Saving one man's life bolsters all humanity


May 08, 1992|By ROGER SIMON

I called Reginald Denny yesterday, and while he was not giving interviews, the hospital spokesman said Denny had regained the power of speech.

Nobody had known for sure if he ever would talk again. Nobody had known for sure if he ever would walk again.

"But he took a few steps for the first time," the spokesman said. "And that's very good news."

Indeed it is. Reginald Denny is the white truck driver who was pulled from the cab of his cement truck and beaten during the recent rioting in Los Angeles.

But today's column is not really about him. It is about some others, who watched Denny on television.

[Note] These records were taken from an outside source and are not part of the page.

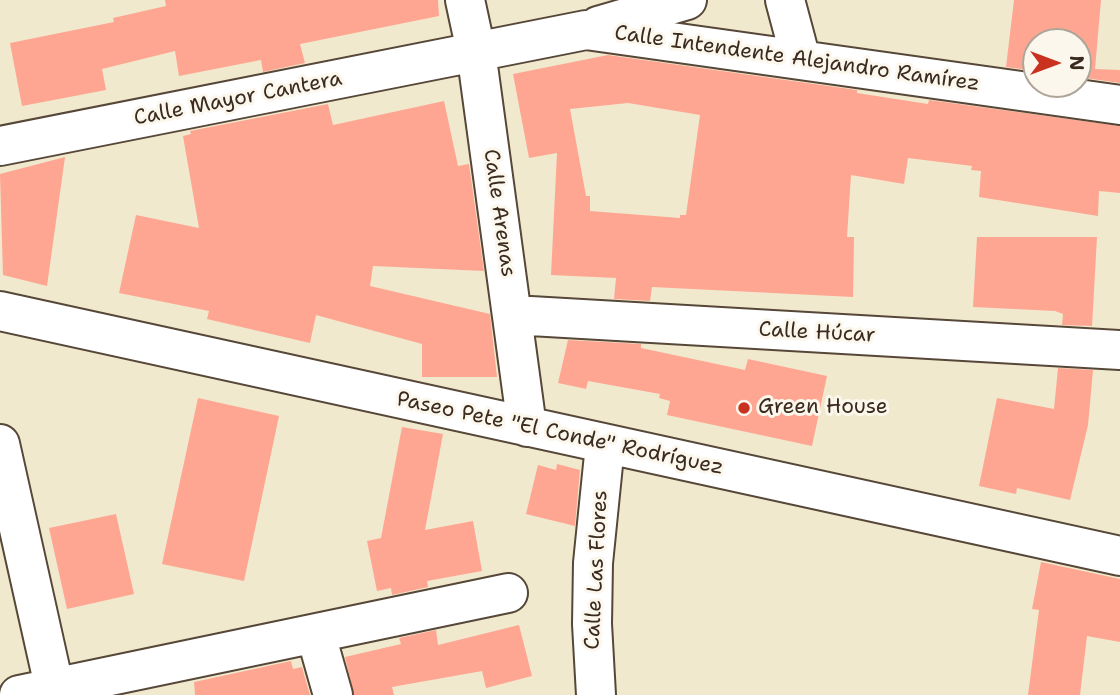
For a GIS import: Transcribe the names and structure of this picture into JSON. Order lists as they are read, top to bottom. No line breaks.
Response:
{"streets":{"street":["Calle Intendente Alejandro Ramírez","Calle Mayor Cantera","Calle Arenas","Calle Húcar","Paseo Pete \"El Conde\" Rodríguez","Calle Las Flores"]},"crossings":[["Calle Intendente Alejandro Ramírez","Calle Mayor Cantera"],["Calle Intendente Alejandro Ramírez","Calle Arenas"],["Calle Mayor Cantera","Calle Arenas"],["Calle Arenas","Calle Húcar"],["Calle Arenas","Paseo Pete \"El Conde\" Rodríguez"],["Paseo Pete \"El Conde\" Rodríguez","Calle Las Flores"]],"places":["Green House"],"north":"right"}
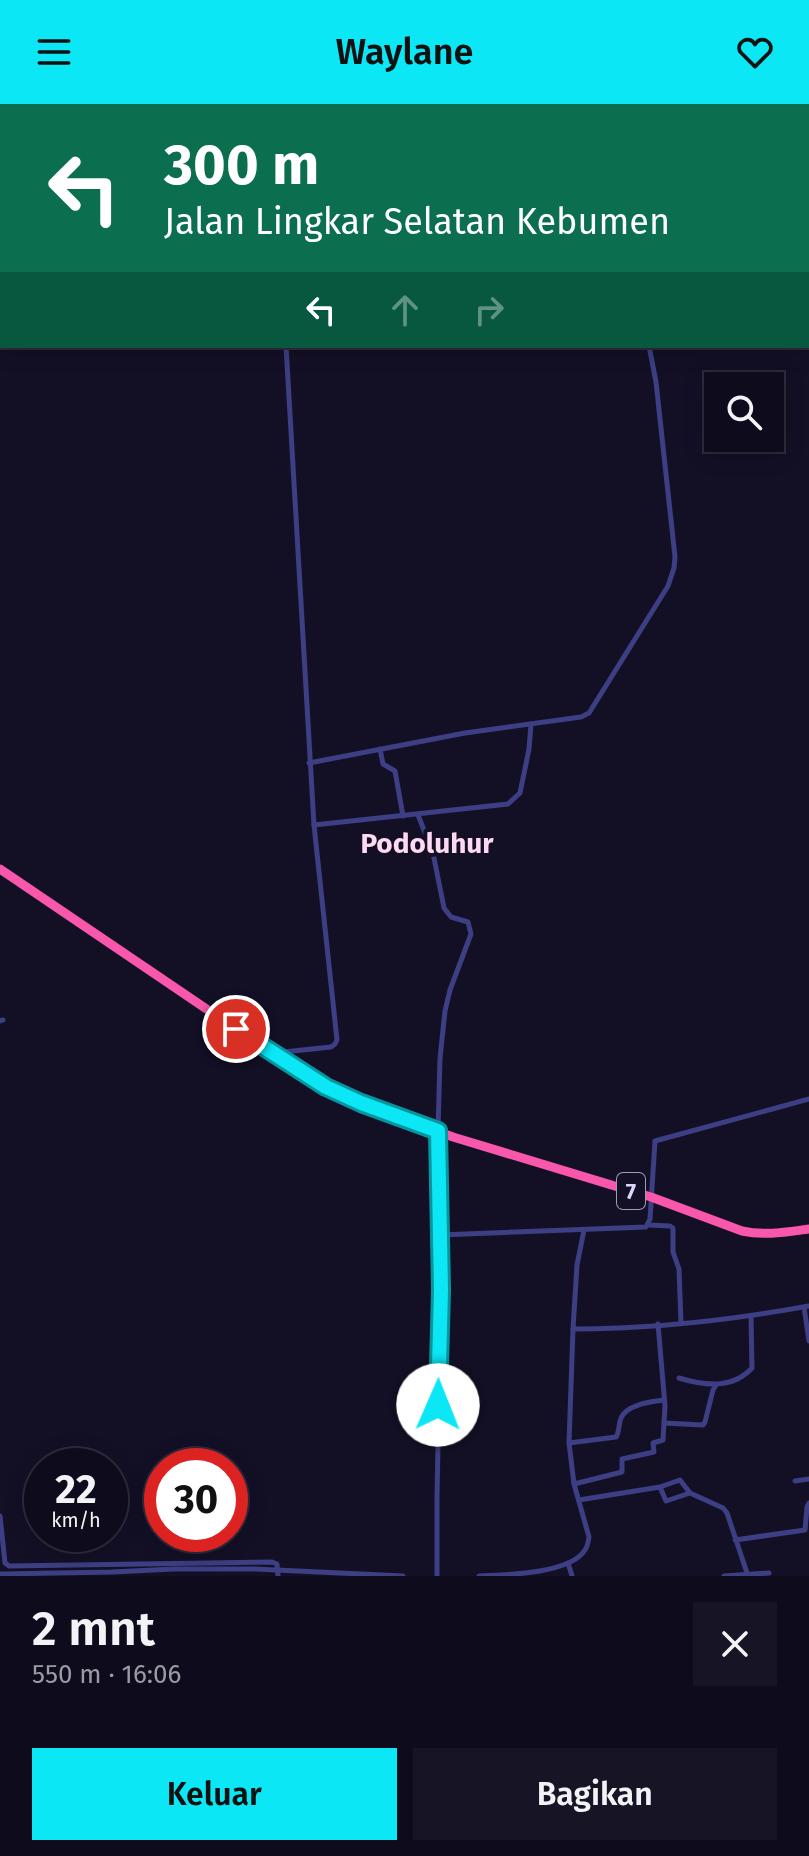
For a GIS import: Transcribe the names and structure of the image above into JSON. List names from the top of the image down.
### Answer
{
  "streets": {
    "highway": ["7"]
  },
  "districts": ["Podoluhur"],
  "page": {
    "header": "Waylane",
    "turn": ["300 m", "Jalan Lingkar Selatan Kebumen"],
    "speed": "22 km/h",
    "limit": "30",
    "heading": ["2 mnt", "550 m · 16:06"],
    "buttons": ["Keluar", "Bagikan"]
  }
}
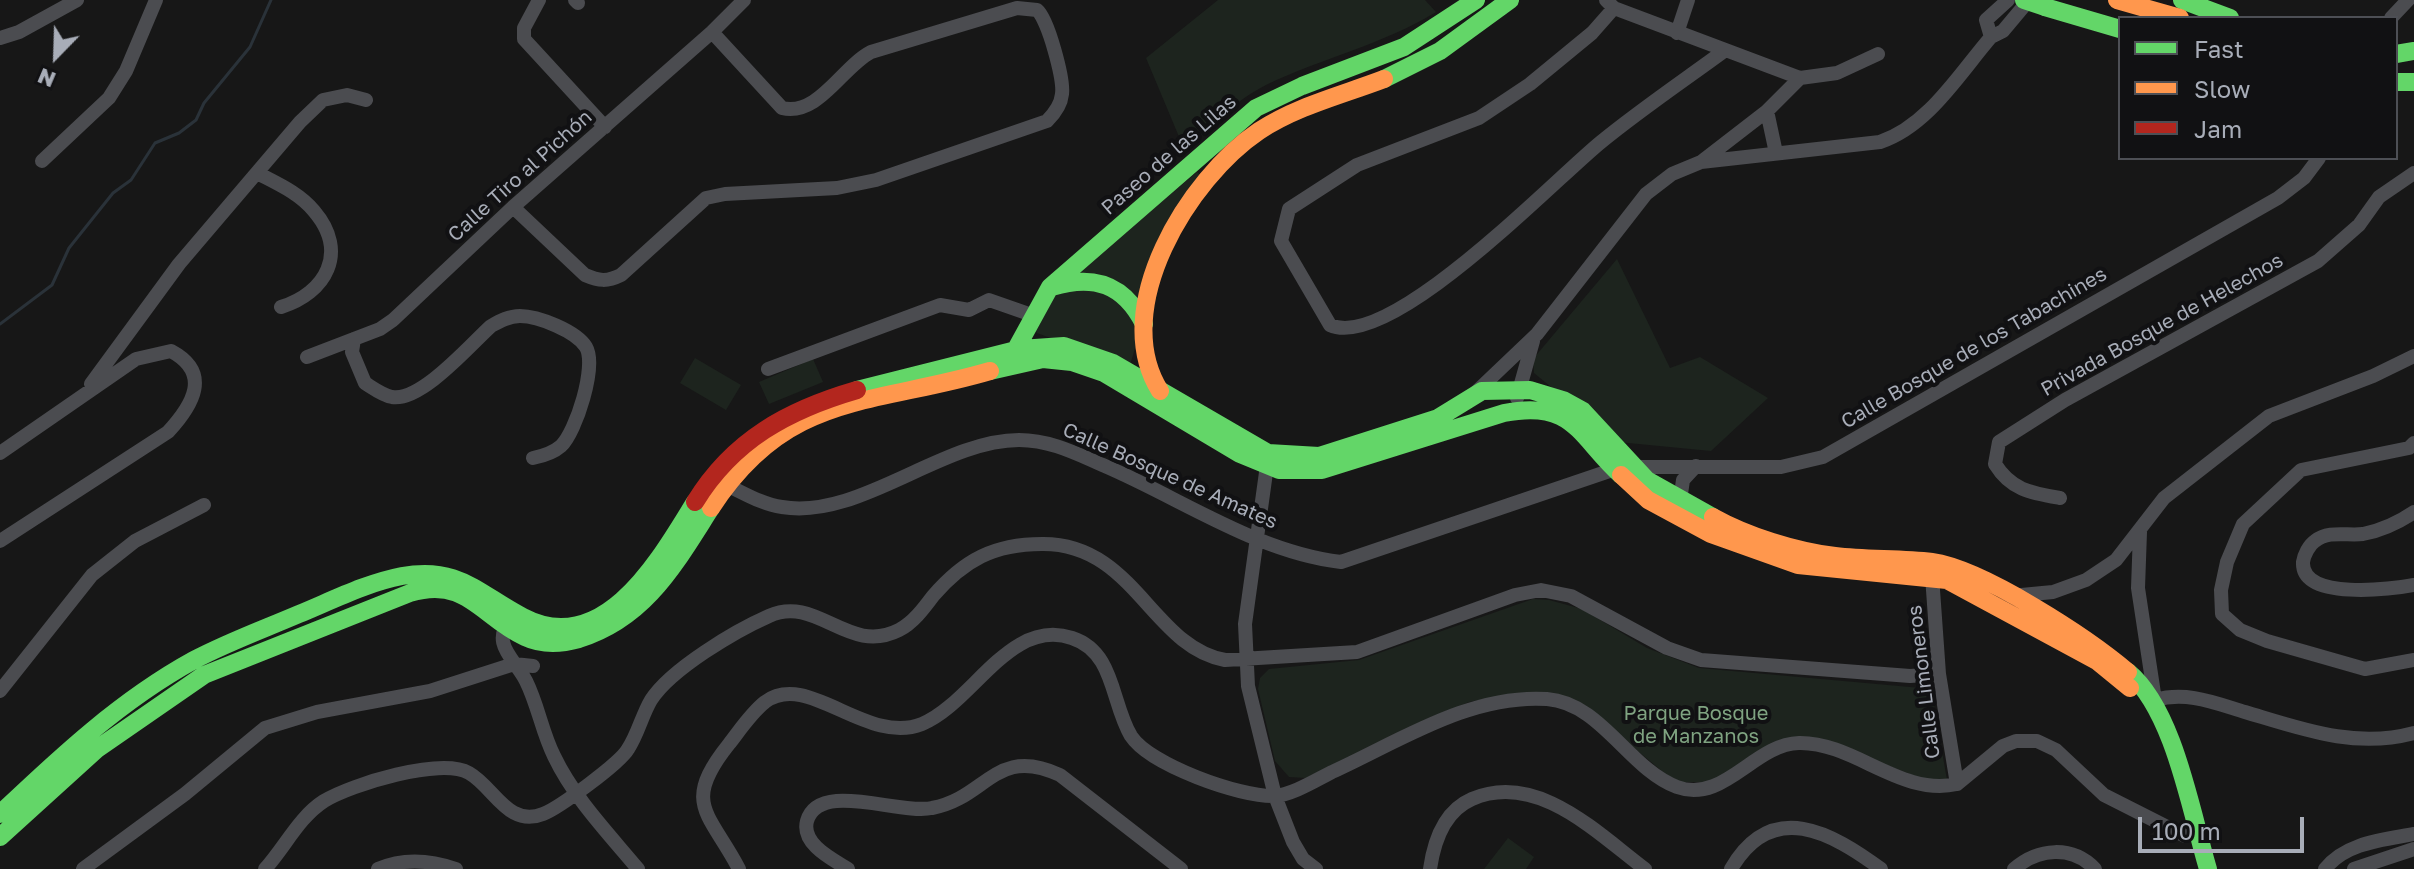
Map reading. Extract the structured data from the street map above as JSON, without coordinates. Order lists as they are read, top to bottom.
{
  "streets": {
    "street": [
      "Paseo de las Lilas",
      "Calle Tiro al Pichón",
      "Privada Bosque de Helechos",
      "Calle Bosque de los Tabachines",
      "Calle Bosque de Amates",
      "Calle Limoneros"
    ]
  },
  "crossings": [
    ["Calle Bosque de los Tabachines", "Calle Bosque de Amates"]
  ],
  "parks": ["Parque Bosque de Manzanos"],
  "legend": ["Fast", "Slow", "Jam"],
  "scale_bar": "100 m",
  "north": "bottom left"
}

Lei Yuille, 37, a black woman, watched the live pictures being taken by the TV helicopter. She saw Denny being dragged from his truck and beaten with a fire extinguisher, his blond hair flying as the blows fell. She saw him down on his knees, semi-conscious, as a rioter smashed his head with a rock.

Denny crumpled all the way to the ground and lay there as another rioter ran up and stole his wallet.

People reacted in different ways to these pictures.

LaVon Watson, who lives in the same neighborhood as Lei Yuille, said: "Rodney King was the white man's verdict. That guy in the semi was our verdict."

But was it? Not everybody agreed. Yuille was angry over the acquittal of the four policemen accused of beating King. "But this wasn't right," she said after she saw Denny being beaten. "They had no right to try to take a man's life. I was angry. And disgusted."

As were many. But Yuille did something about it. She left the safety of her home and went out into the maelstrom. She went out to save Reginald Denny.

Denny, 36, was working for the Transit Mixed Concrete Co., making $16.70 an hour. He was delivering a 27-ton load of gravel to a cement mixing plant when the King beating verdict was announced.

Denny may not have known about the verdict; he doesn't now remember much of what happened. (And there are a number of minor conflicts in the accounts. I am indebted to Steve Lopez of the Philadelphia Inquirer and Laurie Becklund and Stephanie Chavez of the Los Angeles Times for this account.)

"Last thing I remember is driving my 18-wheeler down Florence toward Railroad Street," Denny wrote in two-inch high letters after he regained consciousness in the hospital. "I don't know what happened. Ithink I was clubbed."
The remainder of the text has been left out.